Étonnant compositeur que ce Wolfgang Rihm, qui puise aux sources de Schubert, Schumann, Wolf, Mahler et Schoenberg avec une telle évidence et un tel naturel que sa musique ne sonne jamais totalement anachronique. Il semble à l'écoute de ce disque que l'histoire de la musique ait pris un autre chemin, qu'elle ait su tisser un fil continu sans rupture jusqu'à nous, et que l'esprit romantique et expressionniste germanique puisse aussi correspondre aux bouleversements radicaux du troisième millénaire. Rihm souffle à nos oreilles un air de postromantisme qui ne sonne jamais entièrement désuet, car il sait imperceptiblement se souvenir aussi des leçons de ses maîtres Stockhausen et Huber. C'est une expérience déroutante et fascinante, surtout lorsqu'elle est ressentie au travers d'un choix d'auteurs tellement identifiés et ancrés dans leurs périodes respectives : Lessing, Goethe, Mörike, Rückert, Heine, mais aussi des traductions de Michel-Ange et du poète suédois Ekelöf.
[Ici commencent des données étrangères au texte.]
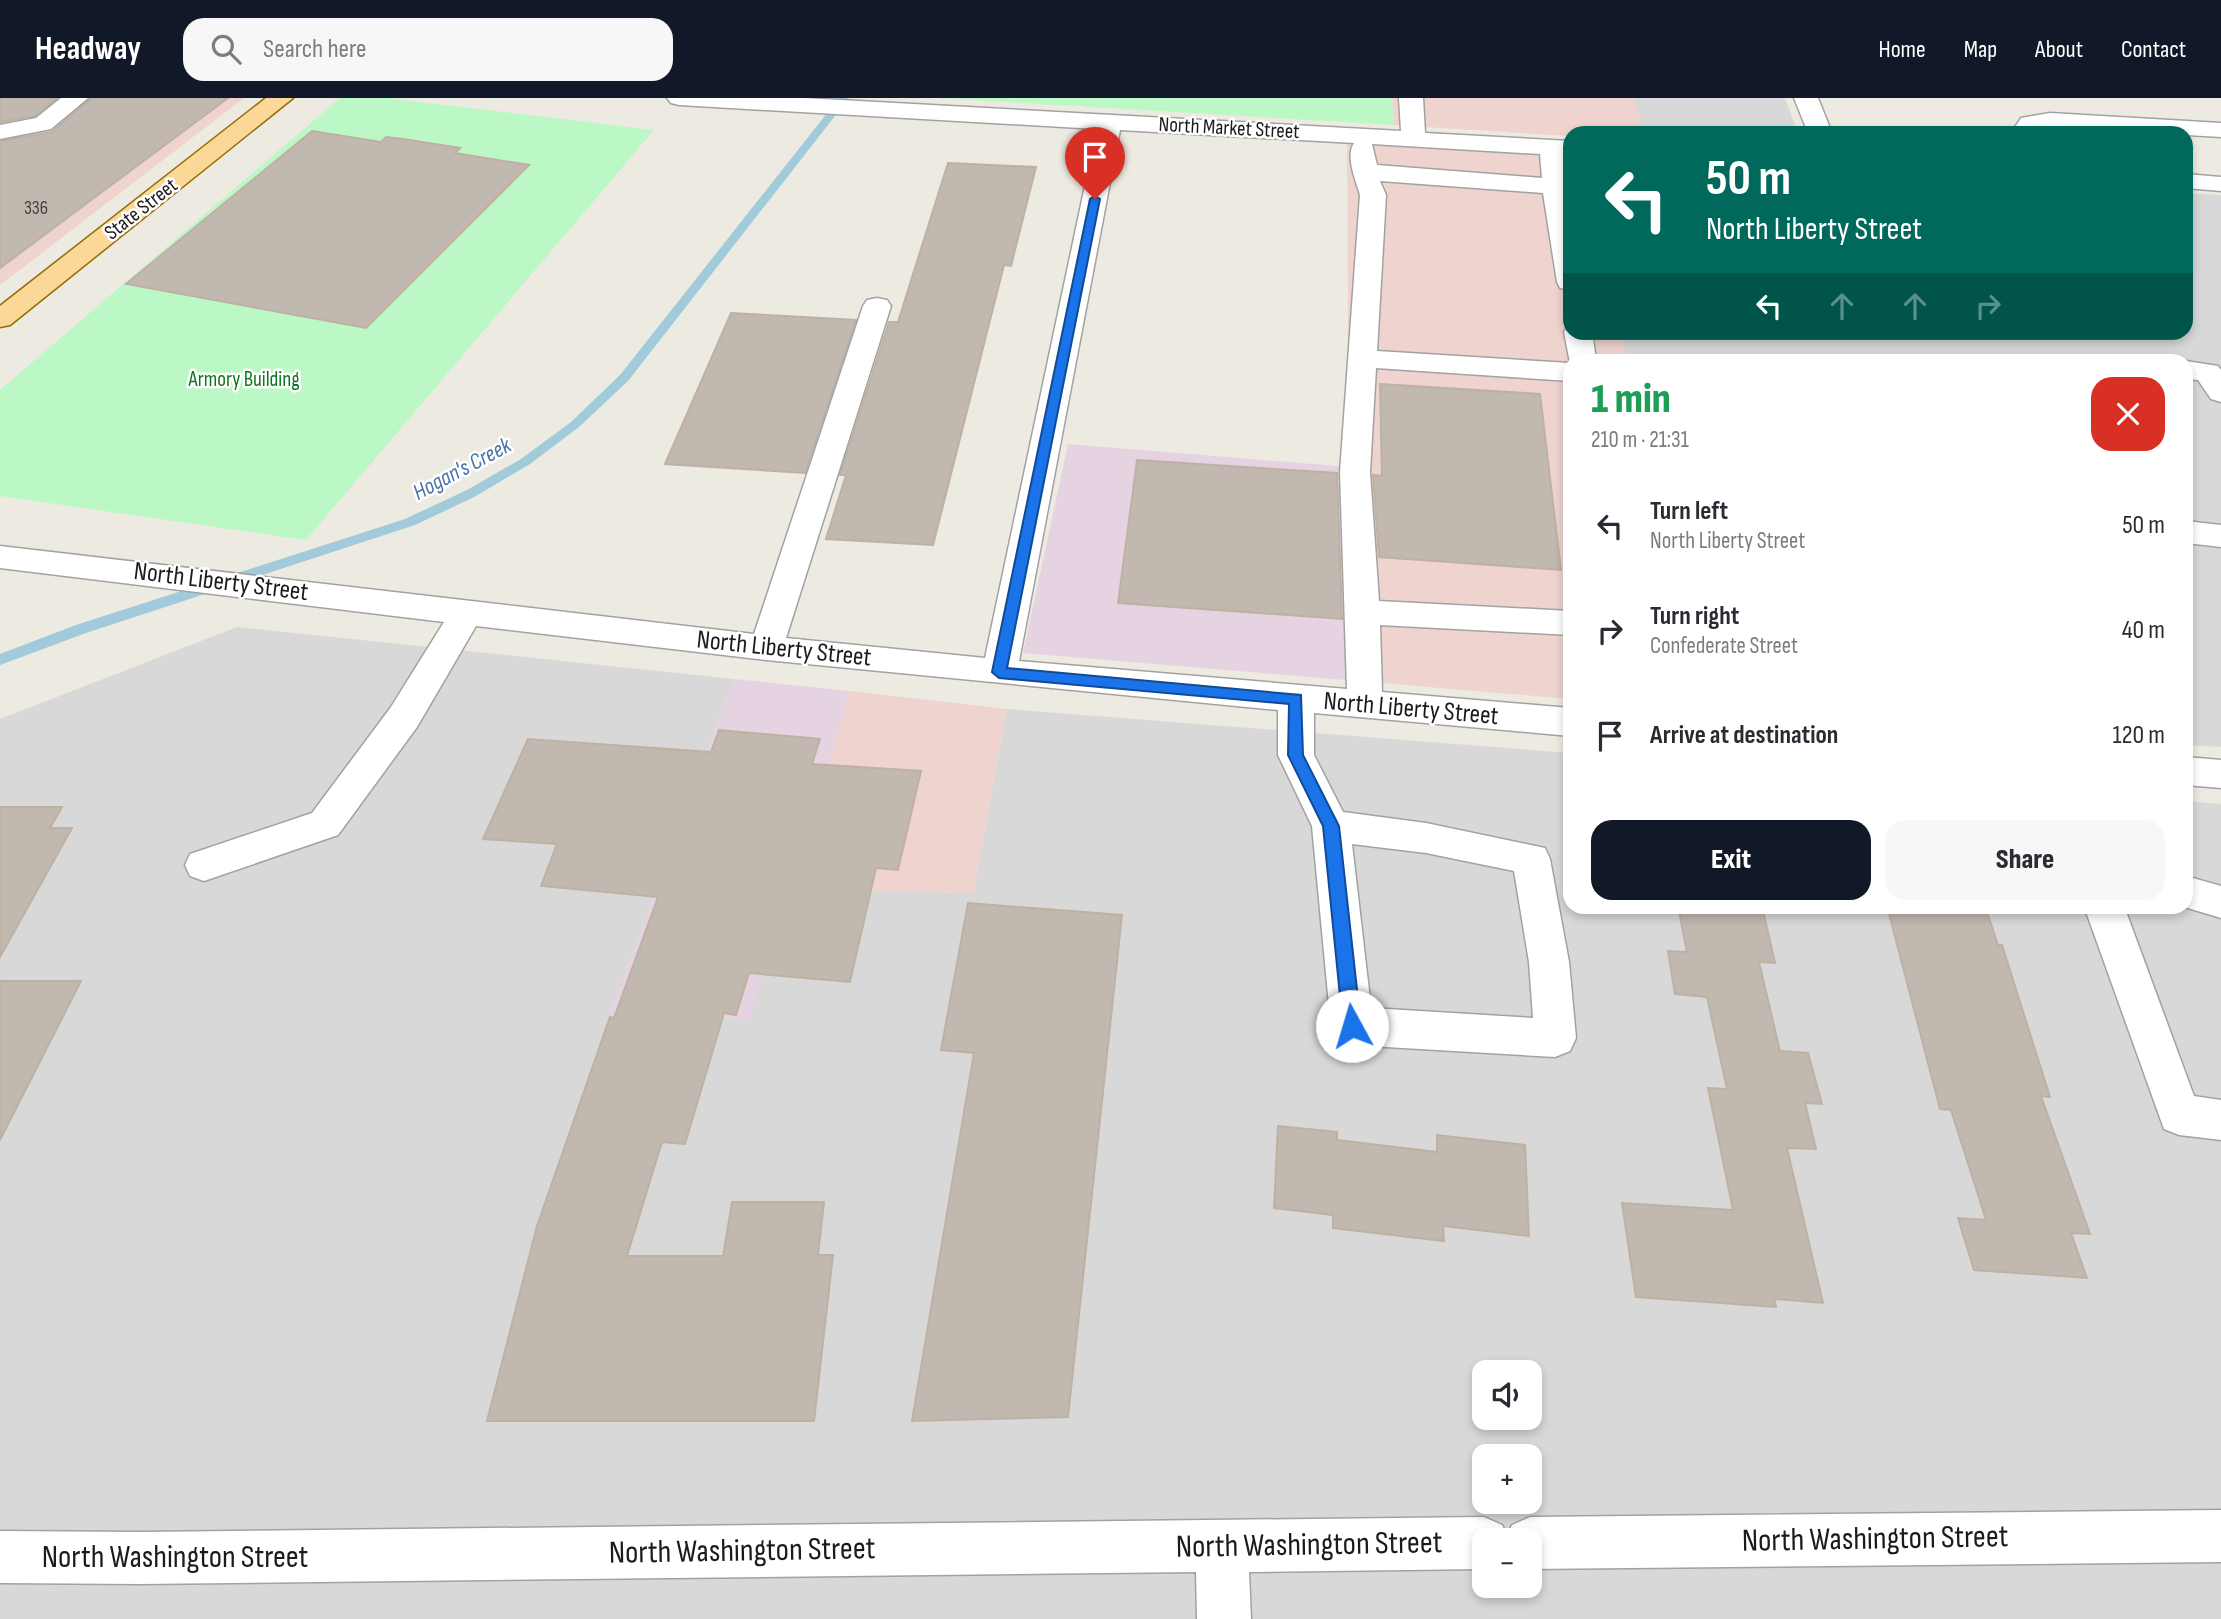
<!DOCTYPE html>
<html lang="en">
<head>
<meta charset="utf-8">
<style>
	body { margin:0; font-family:"Sofia Sans Condensed",sans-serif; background:#f7f7f7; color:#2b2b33; height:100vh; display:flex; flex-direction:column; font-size:26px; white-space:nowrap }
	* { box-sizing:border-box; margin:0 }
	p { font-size:23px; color:#7c7c81 }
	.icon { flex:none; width:38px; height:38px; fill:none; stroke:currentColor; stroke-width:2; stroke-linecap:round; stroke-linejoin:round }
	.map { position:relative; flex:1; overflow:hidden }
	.panel { position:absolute; left:1563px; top:256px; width:630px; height:560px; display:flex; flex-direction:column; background:#fff; border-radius:21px; box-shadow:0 4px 10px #0003 }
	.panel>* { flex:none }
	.guide { position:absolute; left:1563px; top:28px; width:630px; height:214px; border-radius:21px; box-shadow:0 4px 10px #0003; background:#00695c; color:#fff; overflow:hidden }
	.tools { position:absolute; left:1472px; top:1262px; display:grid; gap:14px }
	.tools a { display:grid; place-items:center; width:70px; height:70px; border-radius:14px; background:#fff; box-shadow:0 4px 10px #0003; font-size:35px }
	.pin { position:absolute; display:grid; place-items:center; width:60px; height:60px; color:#fff; margin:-72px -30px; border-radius:50% 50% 50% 0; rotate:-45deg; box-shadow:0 0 7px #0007 }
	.pin .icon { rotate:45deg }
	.me { position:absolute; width:77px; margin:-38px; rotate:354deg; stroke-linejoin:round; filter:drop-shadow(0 0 5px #0008) }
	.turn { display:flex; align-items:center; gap:24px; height:147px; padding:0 28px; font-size:32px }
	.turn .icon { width:91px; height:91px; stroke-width:2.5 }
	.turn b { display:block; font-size:49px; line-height:60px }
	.lanes { display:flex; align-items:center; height:66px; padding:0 28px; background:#0003; justify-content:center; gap:35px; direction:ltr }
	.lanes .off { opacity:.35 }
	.round { display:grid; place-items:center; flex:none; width:74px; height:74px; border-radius:21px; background:#f7f7f7 }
	.overview { display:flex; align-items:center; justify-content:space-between; height:119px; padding:0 28px }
	h1 { font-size:42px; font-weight:800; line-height:52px; color:#1e9e55 }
	.primary-button { display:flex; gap:14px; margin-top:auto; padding:14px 28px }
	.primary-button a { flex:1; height:80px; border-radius:21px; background:#111827; color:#fff; font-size:28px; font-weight:800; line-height:80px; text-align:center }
	.primary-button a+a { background:#f7f7f7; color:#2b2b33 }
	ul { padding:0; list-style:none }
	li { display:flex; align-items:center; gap:21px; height:105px; padding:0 28px }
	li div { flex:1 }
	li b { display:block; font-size:26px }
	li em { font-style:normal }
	header { display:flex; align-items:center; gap:42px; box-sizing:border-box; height:98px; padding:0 35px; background:#111827; color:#fff }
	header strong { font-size:33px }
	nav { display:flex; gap:38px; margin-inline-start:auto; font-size:24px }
	.search { width:490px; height:63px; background:#f7f7f7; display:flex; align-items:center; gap:18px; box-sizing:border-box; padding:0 24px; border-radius:21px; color:#7c7c81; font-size:26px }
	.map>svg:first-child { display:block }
	.residential { fill:#d9d8d8; fill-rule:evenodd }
	.commercial { fill:#eed3cf }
	.industrial { fill:#e6d3e1 }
	.park { fill:#bcf8c5 }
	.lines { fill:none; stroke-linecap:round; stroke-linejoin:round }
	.stream { fill:#a1cadb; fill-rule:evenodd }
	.building { fill:#c1b8b0; stroke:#beb1a3; stroke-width:2 }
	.minor-casing { stroke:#a2a2a2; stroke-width:3 }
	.major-casing { stroke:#926b01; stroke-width:3 }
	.minor { fill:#fff; fill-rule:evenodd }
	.major { fill:#fbd798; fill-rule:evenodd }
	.route { fill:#1a73e8; stroke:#114b97; stroke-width:2 }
	.labels { text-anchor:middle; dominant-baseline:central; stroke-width:5; stroke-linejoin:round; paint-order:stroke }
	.far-number-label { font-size:19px; fill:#444240 }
	.far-street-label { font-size:21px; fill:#1b1b1b; stroke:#fff }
	.far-park-label { font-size:21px; fill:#0c771c; stroke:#fff }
	.far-water-label { font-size:23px; font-style:italic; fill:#4973a9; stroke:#fff }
	.street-label { font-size:26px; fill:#1b1b1b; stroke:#fff }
	.near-street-label { font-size:32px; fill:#1b1b1b; stroke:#fff }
</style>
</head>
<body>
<header>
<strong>Headway</strong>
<div class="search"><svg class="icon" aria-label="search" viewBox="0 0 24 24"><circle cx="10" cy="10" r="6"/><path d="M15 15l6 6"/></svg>Search here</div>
<nav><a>Home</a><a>Map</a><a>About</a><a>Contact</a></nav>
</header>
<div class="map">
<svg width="2221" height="1521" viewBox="0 0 2221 1521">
	<rect width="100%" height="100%" fill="#edeae1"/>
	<path class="residential" d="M1634 0H1785L1798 35H1642Z
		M2186 95 2221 97V649L2186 647V262H1626L1621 235 2186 234Z
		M237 529 734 581 612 912 789 792 973 795 1007 611 1570 655V808H2186V703L2221 706V1521H0V621ZM1484 1274H1530V1320H1484ZM1484 1358H1530V1404H1484ZM1484 1442H1530V1488H1484Z"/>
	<path class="commercial" d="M0 0H244L0 187Z
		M1392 0H1634L1642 35H1570V38L1394 27Z
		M1347 46 1570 58V234L1621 235 1626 262H1570V601L1346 582 1349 369Z
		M850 593 1007 611 973 795 789 792Z"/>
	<path class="industrial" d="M1068 346 1349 369 1346 582 1023 555Z
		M734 581 850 593 749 922 611 912Z"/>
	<path class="park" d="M340 0H387L654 32 306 442 0 398V292Z
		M940 0H1392L1394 27Z"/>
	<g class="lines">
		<path class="stream" d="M839 0H849L628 283 579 329 530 366 476 398 415 427 86 535 0 567V556L76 527 405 421 467 392 521 361 571 324 620 277Z"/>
	</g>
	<path class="building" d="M0 0H57L35 18 0 24Z
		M91 0H228L0 170V43L52 34Z
		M312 33 381 44 386 39 403 41 460 50 455 55 529 67 366 230 126 186Z
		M948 65 1036 69 1011 168 1004 167 933 447 826 441 846 377H840L889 224H898Z
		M731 215 856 222 805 375 665 366Z
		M1380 286 1540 296 1561 472 1379 459 1373 377 1382 378Z
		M1137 362 1337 375 1342 521 1118 505Z
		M719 632 820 641 812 666 921 673 898 772 876 770 850 884 749 875 736 917 724 915 685 1046 662 1044 627 1158H723L732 1104H824L818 1157H833L814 1323H487L537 1128 610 919 614 920 658 799 541 788 557 746 483 741 528 641 711 654Z
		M0 709H62L50 730H72L0 859Z
		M968 805 1122 817 1068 1319 912 1323 974 955 941 952Z
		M1678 808H1762L1775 865 1759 864 1780 953 1808 955 1822 1006 1805 1005 1816 1051 1787 1050 1823 1205 1774 1201 1776 1209 1636 1199 1622 1105 1733 1112 1708 990 1727 991 1707 899 1675 896 1668 853 1687 854Z
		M1887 808H1985L1998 847H2002L2050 999 2041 998 2090 1136 2071 1135 2087 1180 1974 1172 1958 1120 1986 1122 1951 1012 1940 1011Z
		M0 883H81L0 1042Z
		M1278 1028 1337 1034V1042L1437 1054V1037L1525 1047 1529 1138 1443 1128 1444 1143 1333 1130V1117L1274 1110Z"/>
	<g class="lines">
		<g class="minor-casing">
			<path id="minor" d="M61 0H88L51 31 0 41V27L36 20Z
				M667 0H804L1401 33 1399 0H1423L1425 35 1570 43V57H1565L1570 102V192L1560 190 1557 184 1543 95 1380 83 1386 97 1377 253 1570 265V283L1376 270 1370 374 1379 503 1570 513V537L1380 527 1382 594 1570 610V638L1314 615V657L1343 714 1426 725 1545 750 1550 761 1569 864 1576 940 1570 953 1555 959 1352 947 1337 941 1331 928 1312 728 1278 657V612L766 562 476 528 417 629 338 737 204 783 190 778 185 767 190 756 312 715 391 609 444 524 0 470V448L754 536 863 208 867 202 877 200 887 202 891 208 786 540 985 560 1097 31 679 7 671 5ZM1120 32 1354 45C1345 59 1356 83 1360 97L1340 374 1347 591 1019 563ZM1372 46 1540 56 1542 80 1377 67ZM1352 746 1426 755 1514 773 1529 864 1533 920 1371 910Z
				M1794 0H1818L1832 35H1808Z
				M2050 15 2221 25V39L2050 29 2037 31 2035 35H2011L2021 20Z
				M2186 76 2221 79V93L2186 90Z
				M1568 228 1570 234H1592L1596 262H1570V265L1564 234Z
				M2186 263 2218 268 2221 272V304L2211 301 2198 282 2186 281Z
				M2186 423 2221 427V449L2186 445Z
				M2186 659 2221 662V690L2186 687Z
				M2186 778 2221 788V820L2181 808H2186Z
				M2084 808H2124L2194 998 2221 1002V1042L2179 1037 2164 1031Z
				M2221 1412V1464L1530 1471V1442H1484V1471L1249 1474 1251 1521H1197L1196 1474 140 1486 0 1485V1433L140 1434 1484 1419 1502 1427 1507 1437 1512 1427 1530 1419Z"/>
		</g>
		<g class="major-casing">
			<path id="major" d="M266 0H293L10 227 0 229V208Z"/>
		</g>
		<use href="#minor" class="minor"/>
		<use href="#major" class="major"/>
	</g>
	<path class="route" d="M1095 98 1100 101 1007 570 1301 597 1303 657 1339 728 1361 928 1358 934 1352 936 1346 934 1343 928 1323 728 1288 657 1289 606 999 580 992 574 1090 101Z"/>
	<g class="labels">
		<g class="far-number-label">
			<text x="36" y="110">336</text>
		</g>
		<g class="far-street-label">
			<text transform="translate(1229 30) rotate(3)">North Market Street</text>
			<text transform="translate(141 111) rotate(-38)">State Street</text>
		</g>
		<g class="far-park-label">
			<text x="244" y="281">Armory Building</text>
		</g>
		<g class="far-water-label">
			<text transform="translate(462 371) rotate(-28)">Hogan's Creek</text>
		</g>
		<g class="street-label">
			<text transform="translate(221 484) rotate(7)">North Liberty Street</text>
			<text transform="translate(784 551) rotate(6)">North Liberty Street</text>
			<text transform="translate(1411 611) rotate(5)">North Liberty Street</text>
		</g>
		<g class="near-street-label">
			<text transform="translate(1875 1441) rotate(-1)">North Washington Street</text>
			<text transform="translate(1309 1447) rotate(-1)">North Washington Street</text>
			<text transform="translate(742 1453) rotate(-1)">North Washington Street</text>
			<text x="175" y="1459">North Washington Street</text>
		</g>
	</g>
</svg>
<div class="tools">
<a><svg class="icon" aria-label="sound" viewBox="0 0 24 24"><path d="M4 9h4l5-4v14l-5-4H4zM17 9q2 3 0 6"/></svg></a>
<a>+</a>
<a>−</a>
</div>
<div class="pin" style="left:1095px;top:101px;background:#d93025"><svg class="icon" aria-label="arrive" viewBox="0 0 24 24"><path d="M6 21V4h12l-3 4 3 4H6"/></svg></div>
<svg class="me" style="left:1352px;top:928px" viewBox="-20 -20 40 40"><circle r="19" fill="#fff"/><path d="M0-13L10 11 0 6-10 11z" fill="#1a73e8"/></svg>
<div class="guide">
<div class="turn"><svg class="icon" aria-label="left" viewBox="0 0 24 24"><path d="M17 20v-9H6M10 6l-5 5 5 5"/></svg><div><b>50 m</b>North Liberty Street</div></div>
<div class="lanes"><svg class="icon" aria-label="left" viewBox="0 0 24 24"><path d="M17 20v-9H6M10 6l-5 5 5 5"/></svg><svg class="icon off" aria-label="ahead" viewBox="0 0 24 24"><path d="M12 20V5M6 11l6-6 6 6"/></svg><svg class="icon off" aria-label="ahead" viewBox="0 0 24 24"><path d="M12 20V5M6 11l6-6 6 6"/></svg><svg class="icon off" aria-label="right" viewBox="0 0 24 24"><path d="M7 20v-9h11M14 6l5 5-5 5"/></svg></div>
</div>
<section class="panel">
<div class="overview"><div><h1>1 min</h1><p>210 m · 21:31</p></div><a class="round" style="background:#d93025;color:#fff"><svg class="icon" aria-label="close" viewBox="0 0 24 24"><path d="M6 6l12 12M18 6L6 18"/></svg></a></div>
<ul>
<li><svg class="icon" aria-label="left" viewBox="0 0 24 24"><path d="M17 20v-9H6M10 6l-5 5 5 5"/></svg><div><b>Turn left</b><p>North Liberty Street</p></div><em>50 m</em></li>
<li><svg class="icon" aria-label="right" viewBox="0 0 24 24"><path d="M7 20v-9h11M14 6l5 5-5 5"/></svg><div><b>Turn right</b><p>Confederate Street</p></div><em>40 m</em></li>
<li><svg class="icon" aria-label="arrive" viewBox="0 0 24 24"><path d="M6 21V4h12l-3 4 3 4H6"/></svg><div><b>Arrive at destination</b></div><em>120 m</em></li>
</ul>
<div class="primary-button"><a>Exit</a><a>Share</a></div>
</section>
</div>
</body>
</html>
Ne boudons pas notre plaisir, la chaleureuse voix d'Hans Christoph Begemann arpente avec un immense talent et une subtile maîtrise cette succession de miniatures finement ciselées, écrites entre 2006 et 2015, que Thomas Seyboldt soutient magnifiquement par un jeu d'une grande finesse. Le dialogue entre piano et voix s'opère dans un parfait équilibre et avec une belle complémentarité. Tout paraît couler de source. Nombre de lieder sont parcourus de couleurs impressionnistes qui rappellent, s'il le fallait, que Rihm n'emprunte pas uniquement le sillon germanique, mais qu'il est également entre autres admirateur de Debussy et de Varèse. Ainsi en est-il des Vier späte Gedischte von Friedrich Rückert (2008) qui ouvrent le disque. La clôture dort wie hier sur des poèmes d'Heine (2015) évoque quant à elle le Pierrot lunaire de Schoenberg. Les Zwei kurze Gesänge sur Lessing et Goethe (2006) sont un sommet de concision, de raffinement expressif et de sensibilité, contrastant avec l'emphase et l'étendue des Drei Sonette von Michelangelo (2013) traduits par Rainer Maria Rilke. Les délicates vocalises de la soprano Caroline Melzer complètent l'effectif sur Funde im Verscharrten (2015), comme un miroir commentant la voix du baryton sur cette traduction de quatre poèmes de Gunnar Ekelöf par Nelly Sachs.
Il faut aussi noter l'étonnant packaging choisi par le label bastille musique pour ses disques : une simple boîte en carton gris tenue par des agrafes et recouverte d'une étiquette en noir et blanc, comme une boîte à chaussures. A l'intérieur, un papier d'emballage noir qu'on déplie patiemment pour atteindre un livret très complet présenté comme une notice d'utilisation, mais aussi deux cahiers de photos en quadrichromie et le précieux CD. Cet écrin singulier ne gâche rien à la beauté, à l'émotion et au mystère de cet enregistrement qui ravira l'auditeur qui souhaite se plonger corps et âme dans un programme romantique hors du temps.